» EXERCISE DATA:
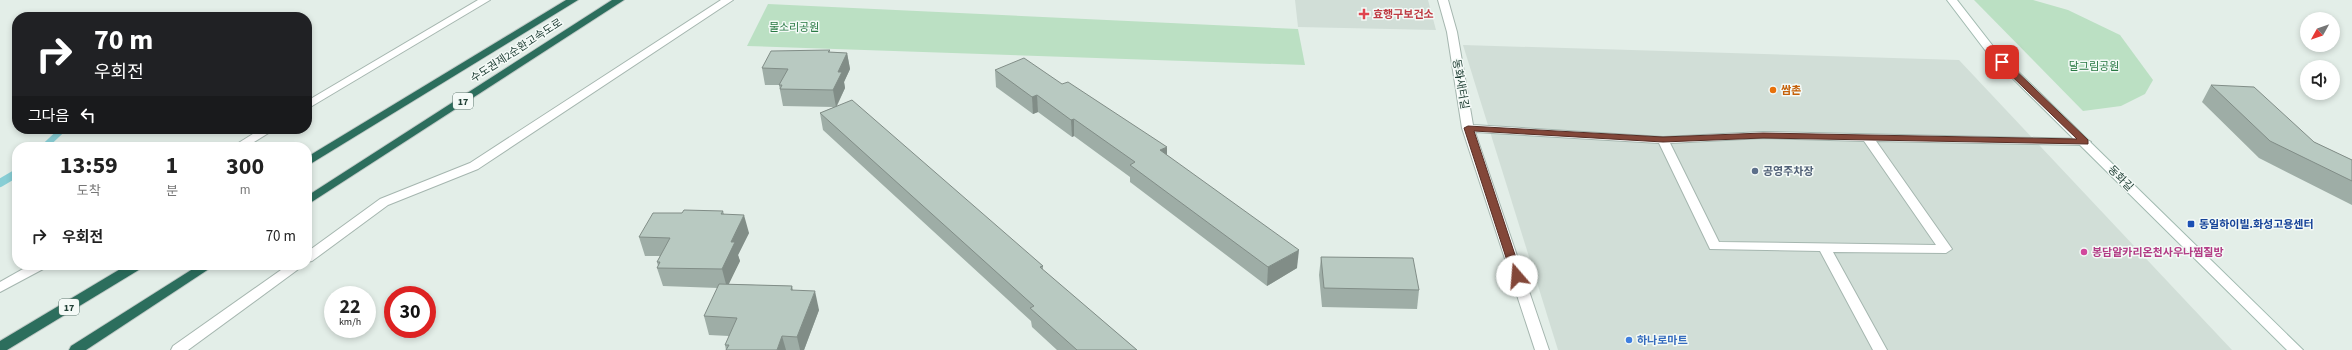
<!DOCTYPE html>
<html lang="ko">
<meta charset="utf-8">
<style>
:root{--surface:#fff;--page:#f6f6f6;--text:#222;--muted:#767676}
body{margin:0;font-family:"Source Sans 3","Noto Sans KR",sans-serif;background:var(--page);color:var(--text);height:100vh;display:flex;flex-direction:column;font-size:15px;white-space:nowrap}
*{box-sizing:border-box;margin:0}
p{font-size:13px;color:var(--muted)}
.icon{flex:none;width:22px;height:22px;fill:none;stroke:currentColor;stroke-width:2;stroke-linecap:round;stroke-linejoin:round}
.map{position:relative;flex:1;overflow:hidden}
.side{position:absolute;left:12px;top:142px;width:300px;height:128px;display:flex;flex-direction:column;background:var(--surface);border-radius:16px;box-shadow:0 2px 6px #0003}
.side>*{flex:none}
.banner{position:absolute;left:12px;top:12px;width:300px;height:122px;border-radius:16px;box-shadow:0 2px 6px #0003;background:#202124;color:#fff;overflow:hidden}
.needle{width:26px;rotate:230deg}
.tools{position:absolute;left:2300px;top:12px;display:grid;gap:8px}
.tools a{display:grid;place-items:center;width:40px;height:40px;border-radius:50%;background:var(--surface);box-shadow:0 2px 6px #0003;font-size:20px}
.speed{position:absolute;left:324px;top:286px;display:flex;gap:8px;font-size:20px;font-weight:700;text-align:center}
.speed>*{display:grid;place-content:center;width:52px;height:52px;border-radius:50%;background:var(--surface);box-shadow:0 2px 6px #0003;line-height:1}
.speed small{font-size:10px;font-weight:400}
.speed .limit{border:6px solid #d22;background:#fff;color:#111}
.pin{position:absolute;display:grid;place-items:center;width:34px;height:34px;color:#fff;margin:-17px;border-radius:8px;box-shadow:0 2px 6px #0006}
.me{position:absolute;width:44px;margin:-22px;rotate:342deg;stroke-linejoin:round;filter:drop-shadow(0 0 3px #0008)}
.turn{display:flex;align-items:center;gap:14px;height:84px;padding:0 16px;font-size:18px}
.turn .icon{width:52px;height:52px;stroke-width:2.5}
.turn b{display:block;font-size:28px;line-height:34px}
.then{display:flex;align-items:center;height:38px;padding:0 16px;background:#0003;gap:8px;font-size:15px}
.eta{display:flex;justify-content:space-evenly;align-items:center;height:68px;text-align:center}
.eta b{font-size:24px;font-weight:700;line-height:28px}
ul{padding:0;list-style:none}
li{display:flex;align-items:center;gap:12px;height:52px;padding:0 16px}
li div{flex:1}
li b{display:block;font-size:15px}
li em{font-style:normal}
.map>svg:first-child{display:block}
.built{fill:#d1ded7}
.green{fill:#bbe0c3}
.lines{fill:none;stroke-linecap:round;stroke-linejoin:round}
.stream-far1{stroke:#88ced5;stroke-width:6}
.stream{stroke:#88ced5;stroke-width:8}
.street-casing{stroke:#a5b6af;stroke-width:2}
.secondary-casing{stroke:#a1bab0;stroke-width:2}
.highway-casing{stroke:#c1cac7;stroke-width:2}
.street{fill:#fff;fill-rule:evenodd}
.secondary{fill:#fff;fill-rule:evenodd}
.highway{fill:#2c6e5d;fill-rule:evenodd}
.wall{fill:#9eada6}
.shaded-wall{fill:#818d87}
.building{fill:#b8c9c1;stroke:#818d87}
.route{fill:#834739;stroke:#552e25}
.health-dot{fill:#e0444e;stroke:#f4faf7;stroke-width:1.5}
.food-dot{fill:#e8710a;stroke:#f4faf7;stroke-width:1.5}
.service-dot{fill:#5c6f8a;stroke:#f4faf7;stroke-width:1.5}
.transit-dot{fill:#1a4fb4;stroke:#f4faf7;stroke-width:1.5}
.hotel-dot{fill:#d1479c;stroke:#f4faf7;stroke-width:1.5}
.shop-dot{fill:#3f7fe0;stroke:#f4faf7;stroke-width:1.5}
.labels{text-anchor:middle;stroke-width:3;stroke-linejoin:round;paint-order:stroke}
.shield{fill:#f4faf7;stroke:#607870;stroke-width:1}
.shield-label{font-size:10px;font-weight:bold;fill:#214036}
.health-label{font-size:11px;font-weight:bold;fill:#be3a42;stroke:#f4faf7;text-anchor:start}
.park-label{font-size:11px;fill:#297944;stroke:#f4faf7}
.street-label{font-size:11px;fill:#214036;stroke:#f4faf7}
.food-label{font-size:11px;font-weight:bold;fill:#c56008;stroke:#f4faf7;text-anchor:start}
.service-label{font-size:11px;font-weight:bold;fill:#4e5e75;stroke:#f4faf7;text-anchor:start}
.transit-label{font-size:11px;font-weight:bold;fill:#164399;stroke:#f4faf7;text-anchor:start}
.hotel-label{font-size:11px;font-weight:bold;fill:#b23c85;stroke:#f4faf7;text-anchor:start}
.shop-label{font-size:11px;font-weight:bold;fill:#366cbe;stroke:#f4faf7;text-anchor:start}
</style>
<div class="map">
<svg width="2352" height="350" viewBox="0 0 2352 350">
<rect width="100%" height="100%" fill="#e3eee8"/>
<g class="built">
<path d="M 1295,0 L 1428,0 L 1436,30 L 1298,27 Z"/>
<path d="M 1463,45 L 1959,60 L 2232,350 L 1558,350 Z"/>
</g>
<g class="green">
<path d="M 1974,0 L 2033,0 L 2068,10 L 2120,35 L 2153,80 L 2145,94 L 2121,106 L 2083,111 Z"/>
<path d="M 768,4 L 1298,29 L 1305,65 L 747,46 Z"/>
</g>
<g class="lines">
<path class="stream-far1" d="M 44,147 L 63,129"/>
<path class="stream" d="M 0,183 L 17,173"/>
<g class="street-casing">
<g id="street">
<path d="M 478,0 L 490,0 L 307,109 L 307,101 Z"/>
<path d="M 721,0 L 733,0 L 478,169 L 388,205 L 312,261 L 307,262 L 307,252 L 380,199 L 470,163 Z"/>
<path d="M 1438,0 L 1448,0 L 1457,32 L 1473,125 L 1663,137 L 1763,132 L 2085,139 L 2091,142 L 2085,145 L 1876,141 L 1952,249 L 1946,253 L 1833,252 L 1887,350 L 1873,350 L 1820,251 L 1710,249 L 1659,143 L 1475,132 L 1549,350 L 1535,350 L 1462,128 L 1447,32 ZM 1763,138 L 1864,141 L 1936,245 L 1719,242 L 1670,143 Z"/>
<path d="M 261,129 L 275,129 L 246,147 L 232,147 Z"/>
<path d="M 30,265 L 47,265 L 45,268 L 0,292 L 0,282 Z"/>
<path d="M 288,265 L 304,265 L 188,350 L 171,350 L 173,346 Z"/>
</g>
</g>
<g class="secondary-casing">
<path id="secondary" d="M 1947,0 L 1957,0 L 1996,50 L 2303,350 L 2287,350 L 1988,54 Z"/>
</g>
<g class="highway-casing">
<g id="highway">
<path d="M 566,0 L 578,0 L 307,166 L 307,157 Z"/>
<path d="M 612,0 L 624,0 L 307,205 L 307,196 Z"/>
<path d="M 127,265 L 144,265 L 142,268 L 7,350 L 0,350 L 0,341 Z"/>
<path d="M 199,265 L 215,265 L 86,350 L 69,350 L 71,346 Z"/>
</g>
</g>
<use href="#street" class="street"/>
<use href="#secondary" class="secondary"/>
<use href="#highway" class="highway"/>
</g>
<g class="wall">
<path d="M 830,50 L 830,52 L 847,53 L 850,69 L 844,82 L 845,88 L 837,106 L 1043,266 L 1043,270 L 1137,350 L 1057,350 L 1032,327 L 1031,321 L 823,130 L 820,113 L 834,107 L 783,106 L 779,85 L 765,85 L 762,68 Z"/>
<path d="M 995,70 L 1062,84 L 1167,155 L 1297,268 L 1267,286 L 1130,182 L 1130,177 L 1074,136 L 1072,137 L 1038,112 L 1033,114 L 996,87 Z"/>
<path d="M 2211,85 L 2314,142 L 2352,160 L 2352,205 L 2259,158 L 2202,102 Z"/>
<path d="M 723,211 L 724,214 L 749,233 L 738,255 L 740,261 L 728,284 L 792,286 L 793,290 L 819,310 L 804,350 L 726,350 L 725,345 L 729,336 L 709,335 L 704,316 L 718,288 L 663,286 L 657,268 L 658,266 L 657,262 L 660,256 L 645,256 L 639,237 L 682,213 Z"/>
<path d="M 1321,257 L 1419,290 L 1417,309 L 1322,307 L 1319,275 Z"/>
</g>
<g class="shaded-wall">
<path d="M 847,53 L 850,69 L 844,82 L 845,88 L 836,107 L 833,90 L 838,72 Z"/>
<path d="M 1037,95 L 1038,112 L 1033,114 L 1032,97 Z"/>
<path d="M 1074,119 L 1074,136 L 1072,137 L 1071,120 Z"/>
<path d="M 1167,147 L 1167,165 L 1160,150 Z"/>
<path d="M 744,215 L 749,233 L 738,255 L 740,261 L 727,288 L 722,269 L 731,242 Z"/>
<path d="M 1299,250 L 1297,268 L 1267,286 L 1268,267 Z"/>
<path d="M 815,291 L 819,310 L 804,350 L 800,350 L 797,337 Z"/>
<path d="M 782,336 L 786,350 L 777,350 Z"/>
</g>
<g class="building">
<path d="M 830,50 L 828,52 L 847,53 L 838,72 L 842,72 L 833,90 L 780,89 L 782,85 L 779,85 L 788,69 L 762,68 L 771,51 Z"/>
<path d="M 1024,58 L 1062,84 L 1068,82 L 1167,147 L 1160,150 L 1299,250 L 1268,267 L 1130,165 L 1135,162 L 1074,119 L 1071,120 L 1037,95 L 1032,97 L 995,70 Z"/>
<path d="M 2211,85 L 2254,87 L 2314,142 L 2352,160 L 2352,181 L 2270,141 Z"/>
<path d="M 852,100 L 1043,266 L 1040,267 L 1137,350 L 1077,350 L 1030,308 L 1034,306 L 820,113 Z"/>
<path d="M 684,210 L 723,211 L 721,214 L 744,215 L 731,242 L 735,242 L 722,269 L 657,268 L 660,262 L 657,262 L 670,238 L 639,237 L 653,213 L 682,213 Z"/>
<path d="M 1321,257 L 1413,258 L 1419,290 L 1324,288 Z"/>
<path d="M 719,284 L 792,286 L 791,290 L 815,291 L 797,337 L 782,336 L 777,350 L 726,350 L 729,345 L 725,345 L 737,318 L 704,316 Z"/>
</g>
<path class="route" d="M 1999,60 L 2005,60 L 2088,140 L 2088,144 L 1763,138 L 1663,142 L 1474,131 L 1522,276 L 1517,279 L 1512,276 L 1464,128 L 1468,126 L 1663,137 L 1763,133 L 2077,139 L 1999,64 Z"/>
<path class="health-dot" d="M1362 8h4v4h4v4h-4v4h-4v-4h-4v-4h4z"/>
<circle class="food-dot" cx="1773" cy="90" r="4"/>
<circle class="service-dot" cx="1755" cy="171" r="4"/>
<rect class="transit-dot" x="2187" y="220" width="8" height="8" rx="2"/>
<circle class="hotel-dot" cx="2084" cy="252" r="4"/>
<circle class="shop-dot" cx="1629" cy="340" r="4"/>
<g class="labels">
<g class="shield">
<rect x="453" y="93" width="20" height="16" rx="3"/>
<rect x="59" y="299" width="20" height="16" rx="3"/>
</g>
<g class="shield-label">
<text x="463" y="105">17</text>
<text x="69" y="311">17</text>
</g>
<g class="health-label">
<text x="1373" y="18">효행구보건소</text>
</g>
<g class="park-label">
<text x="794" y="31">물소리공원</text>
<text x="2094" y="70">달그림공원</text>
</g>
<g class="street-label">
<text transform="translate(516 50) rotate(-33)" y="4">수도권제2순환고속도로</text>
<text transform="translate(1461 84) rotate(80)" y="4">동화새터길</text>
<text transform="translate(2121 178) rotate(45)" y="4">동화길</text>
</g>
<g class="food-label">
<text x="1781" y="94">쌈촌</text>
</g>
<g class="service-label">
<text x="1763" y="175">공영주차장</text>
</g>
<g class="transit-label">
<text x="2199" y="228">동일하이빌.화성고용센터</text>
</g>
<g class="hotel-label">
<text x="2092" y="256">봉담알카리온천사우나찜질방</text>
</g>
<g class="shop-label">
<text x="1637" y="344">하나로마트</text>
</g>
</g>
</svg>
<div class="tools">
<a><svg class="needle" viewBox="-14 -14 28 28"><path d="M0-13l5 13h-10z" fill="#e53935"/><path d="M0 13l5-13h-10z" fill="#767676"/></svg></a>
<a><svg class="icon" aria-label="sound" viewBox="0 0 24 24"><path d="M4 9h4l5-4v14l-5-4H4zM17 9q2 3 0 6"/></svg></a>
</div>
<div class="speed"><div>22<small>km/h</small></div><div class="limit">30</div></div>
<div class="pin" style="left:2002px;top:62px;background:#d93025"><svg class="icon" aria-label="arrive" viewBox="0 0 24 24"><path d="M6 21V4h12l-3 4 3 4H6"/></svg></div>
<svg class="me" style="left:1517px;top:276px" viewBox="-20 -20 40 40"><circle r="19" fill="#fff"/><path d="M0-13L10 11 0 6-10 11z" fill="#834739"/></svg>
<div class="banner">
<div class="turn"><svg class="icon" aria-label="right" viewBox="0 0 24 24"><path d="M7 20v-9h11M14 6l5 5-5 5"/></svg><div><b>70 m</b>우회전</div></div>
<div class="then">그다음<svg class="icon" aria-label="left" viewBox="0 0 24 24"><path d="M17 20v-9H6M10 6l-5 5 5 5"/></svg></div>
</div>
<section class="side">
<div class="eta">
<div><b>13:59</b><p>도착</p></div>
<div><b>1</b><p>분</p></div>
<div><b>300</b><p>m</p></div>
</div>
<ul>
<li><svg class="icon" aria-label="right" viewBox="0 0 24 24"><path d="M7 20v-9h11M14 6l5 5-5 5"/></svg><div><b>우회전</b></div><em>70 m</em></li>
</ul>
</section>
</div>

» WORK TASK: Search the data and copy each line containing "place".

» RESPONSE FOR THIS EXERCISE:
.tools a{display:grid;place-items:center;width:40px;height:40px;border-radius:50%;background:var(--surface);box-shadow:0 2px 6px #0003;font-size:20px}
.speed>*{display:grid;place-content:center;width:52px;height:52px;border-radius:50%;background:var(--surface);box-shadow:0 2px 6px #0003;line-height:1}
.pin{position:absolute;display:grid;place-items:center;width:34px;height:34px;color:#fff;margin:-17px;border-radius:8px;box-shadow:0 2px 6px #0006}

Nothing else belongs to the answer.